Lithuania in the '40s is perhaps not the most obvious parallel to our current situation in the so-called United States, but nevertheless, the theory of action and resistance in that case—that small-scale actions assessed painstakingly for their risks could then be visibly successful and encourage more action and more risk acceptance—seems very plausible as a way of considering how initially peripheral actions (making zines and whistle bags) can escalate to participating in ICE Watch and could eventually escalate to physically obstructing the activities of the state. And even with ICE fading away from the Chicago scene to reappear elsewhere for now, this won't be the only possible time you're confronted with exactly how you might rise to the political occasion.

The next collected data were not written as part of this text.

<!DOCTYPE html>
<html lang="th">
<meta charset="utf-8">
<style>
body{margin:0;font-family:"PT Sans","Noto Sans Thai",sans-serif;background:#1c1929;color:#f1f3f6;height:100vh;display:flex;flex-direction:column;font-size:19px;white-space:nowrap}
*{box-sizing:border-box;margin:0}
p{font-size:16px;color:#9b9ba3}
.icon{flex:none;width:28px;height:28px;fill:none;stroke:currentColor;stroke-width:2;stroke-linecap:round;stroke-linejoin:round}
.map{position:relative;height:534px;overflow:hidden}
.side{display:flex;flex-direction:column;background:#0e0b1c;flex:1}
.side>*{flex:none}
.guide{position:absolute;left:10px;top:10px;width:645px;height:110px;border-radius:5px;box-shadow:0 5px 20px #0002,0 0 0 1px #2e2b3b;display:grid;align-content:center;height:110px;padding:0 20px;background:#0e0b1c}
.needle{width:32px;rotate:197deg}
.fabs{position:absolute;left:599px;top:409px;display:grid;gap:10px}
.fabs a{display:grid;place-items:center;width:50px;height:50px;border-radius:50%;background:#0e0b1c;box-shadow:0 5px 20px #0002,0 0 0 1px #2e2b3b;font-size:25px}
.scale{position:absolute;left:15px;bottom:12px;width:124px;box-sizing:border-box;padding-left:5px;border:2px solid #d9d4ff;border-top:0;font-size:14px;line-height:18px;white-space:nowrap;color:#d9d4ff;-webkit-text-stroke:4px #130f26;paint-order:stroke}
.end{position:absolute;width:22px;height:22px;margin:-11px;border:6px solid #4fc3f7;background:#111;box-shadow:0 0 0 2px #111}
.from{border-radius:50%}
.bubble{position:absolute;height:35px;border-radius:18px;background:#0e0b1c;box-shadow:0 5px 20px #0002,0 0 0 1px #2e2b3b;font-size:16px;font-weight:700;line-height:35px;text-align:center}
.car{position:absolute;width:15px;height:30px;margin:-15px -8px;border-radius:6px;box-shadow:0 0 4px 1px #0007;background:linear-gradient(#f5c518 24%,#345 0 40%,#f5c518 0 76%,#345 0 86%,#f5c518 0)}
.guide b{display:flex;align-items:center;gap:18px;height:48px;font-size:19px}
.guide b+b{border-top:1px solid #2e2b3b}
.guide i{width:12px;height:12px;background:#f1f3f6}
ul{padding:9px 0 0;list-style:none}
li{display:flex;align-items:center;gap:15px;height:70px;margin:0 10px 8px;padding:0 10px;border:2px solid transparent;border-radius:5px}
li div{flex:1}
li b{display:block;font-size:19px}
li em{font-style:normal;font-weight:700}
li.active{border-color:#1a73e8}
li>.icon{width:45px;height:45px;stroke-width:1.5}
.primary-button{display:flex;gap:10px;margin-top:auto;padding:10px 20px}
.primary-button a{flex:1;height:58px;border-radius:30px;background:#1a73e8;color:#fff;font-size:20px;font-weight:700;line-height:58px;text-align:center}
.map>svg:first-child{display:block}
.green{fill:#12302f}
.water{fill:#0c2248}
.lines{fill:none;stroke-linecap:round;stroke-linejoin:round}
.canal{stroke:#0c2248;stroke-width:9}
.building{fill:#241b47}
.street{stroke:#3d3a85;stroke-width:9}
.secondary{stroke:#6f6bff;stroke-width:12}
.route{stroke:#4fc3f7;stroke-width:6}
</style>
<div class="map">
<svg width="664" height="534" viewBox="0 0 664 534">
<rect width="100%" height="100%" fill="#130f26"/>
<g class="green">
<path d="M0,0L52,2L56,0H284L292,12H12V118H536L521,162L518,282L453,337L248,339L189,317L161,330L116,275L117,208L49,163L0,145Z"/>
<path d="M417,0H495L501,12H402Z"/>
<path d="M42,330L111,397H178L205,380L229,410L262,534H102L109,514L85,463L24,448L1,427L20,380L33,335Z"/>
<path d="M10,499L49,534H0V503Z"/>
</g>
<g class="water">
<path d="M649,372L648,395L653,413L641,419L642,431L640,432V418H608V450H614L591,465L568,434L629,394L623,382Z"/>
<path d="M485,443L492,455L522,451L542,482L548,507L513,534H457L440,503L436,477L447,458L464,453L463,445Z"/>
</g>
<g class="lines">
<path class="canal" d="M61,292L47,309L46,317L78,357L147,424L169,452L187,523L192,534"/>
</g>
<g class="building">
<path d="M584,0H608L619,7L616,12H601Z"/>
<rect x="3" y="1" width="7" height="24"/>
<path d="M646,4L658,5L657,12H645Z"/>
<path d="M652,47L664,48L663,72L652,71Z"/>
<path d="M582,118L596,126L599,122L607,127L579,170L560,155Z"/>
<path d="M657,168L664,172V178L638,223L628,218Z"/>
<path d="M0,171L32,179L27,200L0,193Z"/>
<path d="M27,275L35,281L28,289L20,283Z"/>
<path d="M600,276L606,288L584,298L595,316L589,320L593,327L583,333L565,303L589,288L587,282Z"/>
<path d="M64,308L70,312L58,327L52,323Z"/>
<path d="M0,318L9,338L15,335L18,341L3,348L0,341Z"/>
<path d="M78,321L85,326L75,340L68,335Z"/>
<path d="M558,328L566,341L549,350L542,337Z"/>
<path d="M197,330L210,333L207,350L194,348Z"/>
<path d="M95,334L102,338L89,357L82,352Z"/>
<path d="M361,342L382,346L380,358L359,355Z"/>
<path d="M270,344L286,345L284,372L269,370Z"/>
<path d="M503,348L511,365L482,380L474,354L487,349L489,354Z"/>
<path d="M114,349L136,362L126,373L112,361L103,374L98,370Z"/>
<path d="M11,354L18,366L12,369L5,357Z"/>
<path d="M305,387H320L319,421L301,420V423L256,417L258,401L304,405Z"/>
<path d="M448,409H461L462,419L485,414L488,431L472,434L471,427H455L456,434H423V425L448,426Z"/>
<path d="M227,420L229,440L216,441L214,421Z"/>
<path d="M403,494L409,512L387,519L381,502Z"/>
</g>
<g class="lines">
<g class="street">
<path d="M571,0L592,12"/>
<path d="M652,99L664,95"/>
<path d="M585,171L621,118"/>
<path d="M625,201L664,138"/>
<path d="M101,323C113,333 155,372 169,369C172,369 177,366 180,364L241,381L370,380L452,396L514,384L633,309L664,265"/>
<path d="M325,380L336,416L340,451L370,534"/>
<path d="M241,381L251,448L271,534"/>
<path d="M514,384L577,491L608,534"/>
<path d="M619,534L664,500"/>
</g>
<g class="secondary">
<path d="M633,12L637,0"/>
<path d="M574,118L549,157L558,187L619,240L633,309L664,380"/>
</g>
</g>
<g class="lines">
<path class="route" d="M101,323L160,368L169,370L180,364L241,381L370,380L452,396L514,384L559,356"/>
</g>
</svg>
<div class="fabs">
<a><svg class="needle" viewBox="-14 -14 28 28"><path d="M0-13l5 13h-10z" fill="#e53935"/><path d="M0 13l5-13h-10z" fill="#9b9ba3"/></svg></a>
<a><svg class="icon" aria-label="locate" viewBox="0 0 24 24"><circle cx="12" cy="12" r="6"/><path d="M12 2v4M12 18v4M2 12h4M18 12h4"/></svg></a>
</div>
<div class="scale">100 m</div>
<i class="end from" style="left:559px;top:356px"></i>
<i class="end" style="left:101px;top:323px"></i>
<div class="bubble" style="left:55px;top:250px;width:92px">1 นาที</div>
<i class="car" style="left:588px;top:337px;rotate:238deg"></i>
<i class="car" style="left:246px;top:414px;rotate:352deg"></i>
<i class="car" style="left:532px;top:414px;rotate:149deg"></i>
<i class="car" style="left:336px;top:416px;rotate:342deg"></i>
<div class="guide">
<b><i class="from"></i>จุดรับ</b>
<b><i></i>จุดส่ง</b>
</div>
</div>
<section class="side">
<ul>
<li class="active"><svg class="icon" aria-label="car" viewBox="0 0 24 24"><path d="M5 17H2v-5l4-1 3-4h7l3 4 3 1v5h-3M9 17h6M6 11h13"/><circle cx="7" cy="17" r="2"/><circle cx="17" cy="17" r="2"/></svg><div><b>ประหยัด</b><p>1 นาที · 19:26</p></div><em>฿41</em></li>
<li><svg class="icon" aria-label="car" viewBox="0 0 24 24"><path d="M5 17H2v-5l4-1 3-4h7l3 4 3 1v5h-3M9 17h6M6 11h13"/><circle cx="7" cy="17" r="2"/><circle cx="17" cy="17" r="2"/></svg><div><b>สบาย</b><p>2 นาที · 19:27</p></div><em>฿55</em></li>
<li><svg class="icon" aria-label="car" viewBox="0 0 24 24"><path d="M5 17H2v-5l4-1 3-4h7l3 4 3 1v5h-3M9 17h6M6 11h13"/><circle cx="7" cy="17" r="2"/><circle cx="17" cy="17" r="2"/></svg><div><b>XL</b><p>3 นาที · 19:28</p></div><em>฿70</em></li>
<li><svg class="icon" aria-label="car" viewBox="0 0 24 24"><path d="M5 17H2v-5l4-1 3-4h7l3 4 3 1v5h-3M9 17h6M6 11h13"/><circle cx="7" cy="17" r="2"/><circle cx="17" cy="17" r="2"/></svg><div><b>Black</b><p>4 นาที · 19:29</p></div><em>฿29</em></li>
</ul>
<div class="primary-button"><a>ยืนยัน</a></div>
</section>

This isn't an essay about what you "should" be doing. I'm not interested in moralizing or suggesting that only "real" comrades take on "real" risks rather than posting on social media or having tough conversations with family. What I'd like to offer, though, is the idea that you should move with intention, however it is you're wanting to move in this moment, and should not just be considering the risks/benefits of your potential courses of action, but also considering your preparation for those actions. Very few people are prepared at a moment's notice to run into a burning building and save lives, but trained individuals do that on a volunteer basis every day.

So if your goal is to show up in a physical way, to be willing and able to put your body on the line for what you know you believe in, how are you practicing for moments of need? How are you defining your own line for engagement and determining when to withdraw or stand still, versus moving forward and jumping in? What will push you from waiting in the wings, to being visible in your values, to acting in accordance with them?